1936 bezeichnete ihn der Brockhaus als „führenden dichterischen Gestalter nationalsozialistischer Ideen“. In Meyers Lexikon von 1936 wird Böhme als „Leidenschaftlicher Verkünder der Ideale des Dritten Reichs“ beschrieben.
Nachdem Böhme aus gesundheitlichen Gründen nach einjähriger Haft am 12. Juli 1946 aus dem Internierungslager Hohenasperg entlassen worden war, wurde noch im selben Monat das Entnazifizierungsverfahren gegen ihn eingeleitet. In dessen Verlauf „beteuerte er immer wieder, von den Nationalsozialisten wider Willen vereinnahmt worden zu sein und dass er darüber hinaus in einem inneren wie äußeren Konflikt mit den Machthabern gestanden hätte.“[21] Schließlich wurde er – nicht zuletzt wegen eines „Persilscheins“ von dem früheren SA-Brigadeführer Joachim Klähn – im August 1948 der Gruppe IV der „Mitläufer“ zugeordnet.[21]
Durch seine Bekanntheit als „SA-Lyriker“ war Böhme nach 1945 einer der wichtigsten rechtsextremen Kulturfunktionäre der jungen Bundesrepublik. Er war 1949 Gründer und Leiter des Türmer-Verlags. Böhme war Mitglied im Witikobund und gründete zur Pflege nationalistischen Kulturgutes 1950 das Deutsche Kulturwerk Europäischen Geistes (DKEG) und dessen Unterorganisationen Deutsche Akademie für Bildung und Kultur und Schiller-Jugend. Bis zu seinem Tod 1971 war er Präsident des DKEG. 1971 erhielt er den vom DKEG verliehenen Schiller-Preis. 1951 war er Mitgründer und Herausgeber des Publikationsorgans der DKEG, der Zeitschrift Klüter Blätter, die 1982 in Deutsche Monatshefte umbenannt wurde und 1990 mit Nation Europa fusionierte, einer Zeitschrift, die Böhme 1951 zusammen mit Arthur Ehrhardt gegründet hatte.

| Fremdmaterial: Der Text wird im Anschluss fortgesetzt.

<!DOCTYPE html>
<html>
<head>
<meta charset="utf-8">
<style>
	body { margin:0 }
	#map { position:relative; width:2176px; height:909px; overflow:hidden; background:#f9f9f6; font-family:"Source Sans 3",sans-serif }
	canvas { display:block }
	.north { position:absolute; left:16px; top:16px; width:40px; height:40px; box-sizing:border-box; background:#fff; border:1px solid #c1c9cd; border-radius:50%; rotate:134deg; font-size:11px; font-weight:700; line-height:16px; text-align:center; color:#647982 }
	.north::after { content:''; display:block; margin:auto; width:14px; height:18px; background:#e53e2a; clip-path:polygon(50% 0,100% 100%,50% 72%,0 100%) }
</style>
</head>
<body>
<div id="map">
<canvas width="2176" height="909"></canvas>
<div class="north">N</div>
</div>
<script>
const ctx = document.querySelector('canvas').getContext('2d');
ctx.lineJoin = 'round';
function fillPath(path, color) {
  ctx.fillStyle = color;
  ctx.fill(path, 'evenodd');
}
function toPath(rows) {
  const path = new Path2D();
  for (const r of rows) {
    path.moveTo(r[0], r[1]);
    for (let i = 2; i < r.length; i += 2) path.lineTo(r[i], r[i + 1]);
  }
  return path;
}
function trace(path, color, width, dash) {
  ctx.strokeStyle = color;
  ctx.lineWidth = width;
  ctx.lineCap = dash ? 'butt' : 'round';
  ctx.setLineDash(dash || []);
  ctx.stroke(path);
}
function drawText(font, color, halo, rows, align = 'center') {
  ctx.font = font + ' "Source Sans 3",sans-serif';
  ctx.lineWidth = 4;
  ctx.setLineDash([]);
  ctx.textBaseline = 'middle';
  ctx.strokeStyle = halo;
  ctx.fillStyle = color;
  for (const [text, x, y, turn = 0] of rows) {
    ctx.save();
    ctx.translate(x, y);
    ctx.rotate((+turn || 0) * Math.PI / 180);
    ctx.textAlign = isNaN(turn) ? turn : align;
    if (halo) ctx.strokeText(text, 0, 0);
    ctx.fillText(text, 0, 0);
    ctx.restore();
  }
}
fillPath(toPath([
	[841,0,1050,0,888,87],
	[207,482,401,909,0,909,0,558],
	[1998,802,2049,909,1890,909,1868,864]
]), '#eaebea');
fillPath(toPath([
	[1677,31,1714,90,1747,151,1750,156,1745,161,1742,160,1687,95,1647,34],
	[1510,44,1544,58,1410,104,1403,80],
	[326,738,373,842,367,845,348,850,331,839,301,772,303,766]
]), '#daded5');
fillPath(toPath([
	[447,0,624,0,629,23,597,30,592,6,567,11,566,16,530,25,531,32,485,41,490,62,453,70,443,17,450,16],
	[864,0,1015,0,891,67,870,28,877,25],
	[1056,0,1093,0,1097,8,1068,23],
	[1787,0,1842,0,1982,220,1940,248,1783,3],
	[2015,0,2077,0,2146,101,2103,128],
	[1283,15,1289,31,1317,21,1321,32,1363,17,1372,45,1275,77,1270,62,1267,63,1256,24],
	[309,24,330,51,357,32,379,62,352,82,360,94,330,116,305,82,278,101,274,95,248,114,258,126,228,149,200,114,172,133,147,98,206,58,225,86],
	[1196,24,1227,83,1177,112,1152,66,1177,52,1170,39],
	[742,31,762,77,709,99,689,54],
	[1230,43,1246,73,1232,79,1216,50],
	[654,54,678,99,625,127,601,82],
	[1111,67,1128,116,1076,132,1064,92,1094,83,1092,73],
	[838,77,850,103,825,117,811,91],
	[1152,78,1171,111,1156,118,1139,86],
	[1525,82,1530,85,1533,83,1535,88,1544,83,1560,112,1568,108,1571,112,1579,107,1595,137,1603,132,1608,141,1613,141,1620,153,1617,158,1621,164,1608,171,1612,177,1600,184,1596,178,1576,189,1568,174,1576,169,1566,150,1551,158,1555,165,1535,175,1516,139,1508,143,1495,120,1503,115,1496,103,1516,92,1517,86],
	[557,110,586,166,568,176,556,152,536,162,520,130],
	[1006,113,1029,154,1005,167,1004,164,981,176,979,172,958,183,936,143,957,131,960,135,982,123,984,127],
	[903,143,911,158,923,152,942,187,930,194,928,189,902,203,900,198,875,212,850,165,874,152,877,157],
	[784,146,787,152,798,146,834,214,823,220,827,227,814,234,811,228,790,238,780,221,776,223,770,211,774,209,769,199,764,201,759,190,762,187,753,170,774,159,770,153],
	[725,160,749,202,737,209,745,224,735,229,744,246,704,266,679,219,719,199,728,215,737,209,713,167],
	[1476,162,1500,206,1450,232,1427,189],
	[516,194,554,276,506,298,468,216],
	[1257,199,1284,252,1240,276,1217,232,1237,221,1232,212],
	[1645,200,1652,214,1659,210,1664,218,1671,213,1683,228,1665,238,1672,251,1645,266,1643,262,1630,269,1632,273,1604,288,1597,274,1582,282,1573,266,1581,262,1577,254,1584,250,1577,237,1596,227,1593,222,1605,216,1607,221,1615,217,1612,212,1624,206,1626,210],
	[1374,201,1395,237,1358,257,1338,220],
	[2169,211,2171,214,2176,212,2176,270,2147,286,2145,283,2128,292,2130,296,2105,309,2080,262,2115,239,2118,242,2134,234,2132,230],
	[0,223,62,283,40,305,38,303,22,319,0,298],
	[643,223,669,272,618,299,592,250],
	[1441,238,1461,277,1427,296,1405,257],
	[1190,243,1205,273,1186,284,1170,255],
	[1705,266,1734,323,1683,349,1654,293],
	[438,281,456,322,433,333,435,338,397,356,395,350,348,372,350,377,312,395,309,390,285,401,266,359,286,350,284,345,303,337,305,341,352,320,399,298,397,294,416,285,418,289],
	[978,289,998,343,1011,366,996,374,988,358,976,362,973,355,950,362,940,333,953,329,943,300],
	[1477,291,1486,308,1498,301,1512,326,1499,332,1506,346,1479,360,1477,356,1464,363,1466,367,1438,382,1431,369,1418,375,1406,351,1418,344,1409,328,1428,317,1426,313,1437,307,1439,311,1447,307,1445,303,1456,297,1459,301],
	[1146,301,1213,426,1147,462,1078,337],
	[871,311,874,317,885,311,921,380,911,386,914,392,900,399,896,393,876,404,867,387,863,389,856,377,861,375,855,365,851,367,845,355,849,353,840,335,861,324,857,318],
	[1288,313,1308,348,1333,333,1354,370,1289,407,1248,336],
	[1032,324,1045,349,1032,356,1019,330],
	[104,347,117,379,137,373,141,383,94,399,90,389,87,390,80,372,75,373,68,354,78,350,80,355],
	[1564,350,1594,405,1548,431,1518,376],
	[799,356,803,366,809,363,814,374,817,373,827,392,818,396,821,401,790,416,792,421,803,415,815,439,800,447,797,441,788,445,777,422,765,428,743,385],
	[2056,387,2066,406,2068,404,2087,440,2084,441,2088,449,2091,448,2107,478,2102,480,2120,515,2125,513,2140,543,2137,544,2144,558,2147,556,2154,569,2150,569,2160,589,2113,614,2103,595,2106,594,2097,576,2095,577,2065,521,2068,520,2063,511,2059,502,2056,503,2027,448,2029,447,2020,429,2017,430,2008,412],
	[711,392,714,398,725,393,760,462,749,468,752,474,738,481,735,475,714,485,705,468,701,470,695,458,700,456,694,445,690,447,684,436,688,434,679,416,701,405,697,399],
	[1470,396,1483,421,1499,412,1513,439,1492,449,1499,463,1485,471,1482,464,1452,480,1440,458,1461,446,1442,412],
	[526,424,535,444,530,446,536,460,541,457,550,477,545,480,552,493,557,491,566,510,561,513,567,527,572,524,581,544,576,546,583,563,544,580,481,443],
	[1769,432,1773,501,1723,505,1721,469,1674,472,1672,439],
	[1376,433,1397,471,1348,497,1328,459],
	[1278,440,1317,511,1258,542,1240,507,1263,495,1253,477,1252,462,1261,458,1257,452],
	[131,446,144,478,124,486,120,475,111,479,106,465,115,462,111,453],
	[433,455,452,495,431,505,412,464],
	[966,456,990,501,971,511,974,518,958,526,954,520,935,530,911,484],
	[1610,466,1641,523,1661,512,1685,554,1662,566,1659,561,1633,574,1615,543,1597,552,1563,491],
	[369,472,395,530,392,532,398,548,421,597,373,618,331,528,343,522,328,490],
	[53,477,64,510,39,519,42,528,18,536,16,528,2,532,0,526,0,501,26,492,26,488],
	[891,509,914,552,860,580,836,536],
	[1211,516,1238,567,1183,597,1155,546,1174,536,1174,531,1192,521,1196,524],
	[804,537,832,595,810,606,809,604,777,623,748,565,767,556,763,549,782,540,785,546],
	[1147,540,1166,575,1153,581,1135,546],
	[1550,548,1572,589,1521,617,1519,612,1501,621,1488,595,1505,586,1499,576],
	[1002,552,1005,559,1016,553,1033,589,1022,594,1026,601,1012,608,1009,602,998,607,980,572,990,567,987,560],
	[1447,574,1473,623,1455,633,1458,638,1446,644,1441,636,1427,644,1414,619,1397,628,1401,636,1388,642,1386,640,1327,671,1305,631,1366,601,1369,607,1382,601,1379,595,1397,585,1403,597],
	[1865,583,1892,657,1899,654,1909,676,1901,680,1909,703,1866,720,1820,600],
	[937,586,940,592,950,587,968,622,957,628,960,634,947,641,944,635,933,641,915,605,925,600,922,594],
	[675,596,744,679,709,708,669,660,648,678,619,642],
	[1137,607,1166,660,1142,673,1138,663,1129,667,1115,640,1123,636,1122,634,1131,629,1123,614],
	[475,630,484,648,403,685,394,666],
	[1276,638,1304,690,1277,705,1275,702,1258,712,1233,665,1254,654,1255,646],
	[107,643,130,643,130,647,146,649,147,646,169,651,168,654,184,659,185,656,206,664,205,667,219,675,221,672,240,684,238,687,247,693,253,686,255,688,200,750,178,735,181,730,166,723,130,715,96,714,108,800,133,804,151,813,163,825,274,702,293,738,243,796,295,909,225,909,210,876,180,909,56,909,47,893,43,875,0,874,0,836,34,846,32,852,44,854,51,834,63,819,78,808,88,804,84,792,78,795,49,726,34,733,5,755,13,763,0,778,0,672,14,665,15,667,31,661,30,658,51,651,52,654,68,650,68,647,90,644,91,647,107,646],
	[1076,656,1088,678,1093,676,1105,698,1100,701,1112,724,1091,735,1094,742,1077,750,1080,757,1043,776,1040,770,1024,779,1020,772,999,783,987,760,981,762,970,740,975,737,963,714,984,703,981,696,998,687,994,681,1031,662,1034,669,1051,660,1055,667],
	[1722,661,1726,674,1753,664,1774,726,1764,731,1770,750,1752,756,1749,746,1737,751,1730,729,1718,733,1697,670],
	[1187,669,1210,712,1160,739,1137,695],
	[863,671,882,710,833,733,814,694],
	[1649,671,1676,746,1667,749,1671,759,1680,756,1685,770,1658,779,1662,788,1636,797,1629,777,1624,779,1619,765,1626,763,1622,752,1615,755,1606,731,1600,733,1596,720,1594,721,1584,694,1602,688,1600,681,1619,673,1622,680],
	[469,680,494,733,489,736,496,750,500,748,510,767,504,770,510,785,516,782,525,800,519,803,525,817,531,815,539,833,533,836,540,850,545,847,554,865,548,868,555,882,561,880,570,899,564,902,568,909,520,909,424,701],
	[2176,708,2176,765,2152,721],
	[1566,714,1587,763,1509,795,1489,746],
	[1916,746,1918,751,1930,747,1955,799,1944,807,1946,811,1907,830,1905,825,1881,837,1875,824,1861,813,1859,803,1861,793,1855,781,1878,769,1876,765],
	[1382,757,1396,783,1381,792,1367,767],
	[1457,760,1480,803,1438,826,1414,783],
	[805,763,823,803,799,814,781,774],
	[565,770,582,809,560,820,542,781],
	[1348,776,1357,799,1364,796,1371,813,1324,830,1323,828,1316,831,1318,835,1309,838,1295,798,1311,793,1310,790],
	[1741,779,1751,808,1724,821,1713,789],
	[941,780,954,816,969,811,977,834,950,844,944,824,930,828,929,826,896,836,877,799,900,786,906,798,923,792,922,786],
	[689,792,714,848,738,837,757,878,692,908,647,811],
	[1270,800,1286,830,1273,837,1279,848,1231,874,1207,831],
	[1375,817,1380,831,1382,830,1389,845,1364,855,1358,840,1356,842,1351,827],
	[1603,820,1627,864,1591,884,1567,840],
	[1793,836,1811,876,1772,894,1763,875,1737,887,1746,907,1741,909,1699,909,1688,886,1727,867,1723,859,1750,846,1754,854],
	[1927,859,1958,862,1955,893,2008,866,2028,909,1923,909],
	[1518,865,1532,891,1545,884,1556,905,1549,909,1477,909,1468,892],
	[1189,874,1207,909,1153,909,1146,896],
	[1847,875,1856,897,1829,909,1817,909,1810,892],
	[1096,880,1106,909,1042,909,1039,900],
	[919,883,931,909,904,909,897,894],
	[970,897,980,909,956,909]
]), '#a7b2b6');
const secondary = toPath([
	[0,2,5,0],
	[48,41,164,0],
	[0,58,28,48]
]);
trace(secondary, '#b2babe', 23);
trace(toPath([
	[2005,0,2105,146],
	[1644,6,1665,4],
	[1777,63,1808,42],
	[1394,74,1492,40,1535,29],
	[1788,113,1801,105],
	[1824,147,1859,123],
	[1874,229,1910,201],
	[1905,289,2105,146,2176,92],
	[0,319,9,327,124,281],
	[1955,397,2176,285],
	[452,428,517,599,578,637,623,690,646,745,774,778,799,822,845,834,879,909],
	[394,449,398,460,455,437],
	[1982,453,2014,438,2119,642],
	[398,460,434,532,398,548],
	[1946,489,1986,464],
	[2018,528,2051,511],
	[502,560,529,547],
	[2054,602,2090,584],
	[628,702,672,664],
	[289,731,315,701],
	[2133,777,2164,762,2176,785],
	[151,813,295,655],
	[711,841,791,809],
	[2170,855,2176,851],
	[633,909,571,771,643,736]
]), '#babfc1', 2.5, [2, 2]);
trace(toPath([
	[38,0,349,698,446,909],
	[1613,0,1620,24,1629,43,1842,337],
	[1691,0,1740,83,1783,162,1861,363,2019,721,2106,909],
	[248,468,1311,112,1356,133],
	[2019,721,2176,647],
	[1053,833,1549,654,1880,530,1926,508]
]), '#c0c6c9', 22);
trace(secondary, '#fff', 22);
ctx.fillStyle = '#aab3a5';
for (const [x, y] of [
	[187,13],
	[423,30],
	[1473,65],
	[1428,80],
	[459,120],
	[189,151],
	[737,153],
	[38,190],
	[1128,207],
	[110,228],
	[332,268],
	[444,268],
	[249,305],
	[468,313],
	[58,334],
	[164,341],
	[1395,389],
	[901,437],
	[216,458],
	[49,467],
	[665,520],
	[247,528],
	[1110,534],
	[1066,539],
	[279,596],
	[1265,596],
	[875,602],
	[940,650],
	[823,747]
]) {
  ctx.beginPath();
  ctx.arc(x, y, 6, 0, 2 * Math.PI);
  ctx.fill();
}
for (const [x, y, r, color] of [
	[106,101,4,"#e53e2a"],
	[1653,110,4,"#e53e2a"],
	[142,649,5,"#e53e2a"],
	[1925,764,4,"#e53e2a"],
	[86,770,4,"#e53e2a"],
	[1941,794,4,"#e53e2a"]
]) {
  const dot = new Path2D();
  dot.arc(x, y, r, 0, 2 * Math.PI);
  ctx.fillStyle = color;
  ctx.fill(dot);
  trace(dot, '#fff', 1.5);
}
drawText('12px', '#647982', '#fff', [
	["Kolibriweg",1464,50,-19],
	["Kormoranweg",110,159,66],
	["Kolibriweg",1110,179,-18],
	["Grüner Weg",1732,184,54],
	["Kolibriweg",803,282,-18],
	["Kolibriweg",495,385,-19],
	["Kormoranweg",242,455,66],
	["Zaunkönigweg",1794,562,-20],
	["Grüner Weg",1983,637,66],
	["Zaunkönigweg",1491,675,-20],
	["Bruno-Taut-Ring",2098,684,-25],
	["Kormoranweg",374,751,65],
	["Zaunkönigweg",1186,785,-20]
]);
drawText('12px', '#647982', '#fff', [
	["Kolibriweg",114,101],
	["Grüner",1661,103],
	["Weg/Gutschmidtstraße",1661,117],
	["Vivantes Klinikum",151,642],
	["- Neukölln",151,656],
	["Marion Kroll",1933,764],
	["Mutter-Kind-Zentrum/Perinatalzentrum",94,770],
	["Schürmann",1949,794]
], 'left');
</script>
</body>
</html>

Während seiner Inhaftierung als Kriegsgefangener engagierte sich Böhme in religiöser Hinsicht. Im Internierungslager Hohenasperg beteiligte er sich 1947 an der Gründung einer Gruppe der von Rudolf Walbaum geleiteten Religionsgemeinschaft Freier Protestanten – Deutsche Unitarier. Walbaum bestimmte Böhme 1947 zum Ersten Sprecher des „Klütkreises“ (Arbeitskreis für Grundsatzfragen). Diese Position hielt er bis Anfang 1955 inne. Auf der Hauptversammlung der Deutschen Unitarier 1950 war er an der Umbenennung und Satzungsänderung in Deutsche Unitarier Religionsgemeinschaft beteiligt. Bis Ende 1954 war Böhme Erster Sprecher der Deutschen Unitarier.[22] Ausschlaggebend für seinen Rücktritt 1955 waren die wachsenden Widerstände innerhalb der Gemeinschaft gegen ihn und seinen Führungsanspruch.[23] In einem Nachruf 1971 bescheinigte Eberhard Achterberg, Böhme habe „den Anfang und die ersten Jahre unserer Religionsgemeinschaft ganz entscheidend geprägt und bestimmt.“[24]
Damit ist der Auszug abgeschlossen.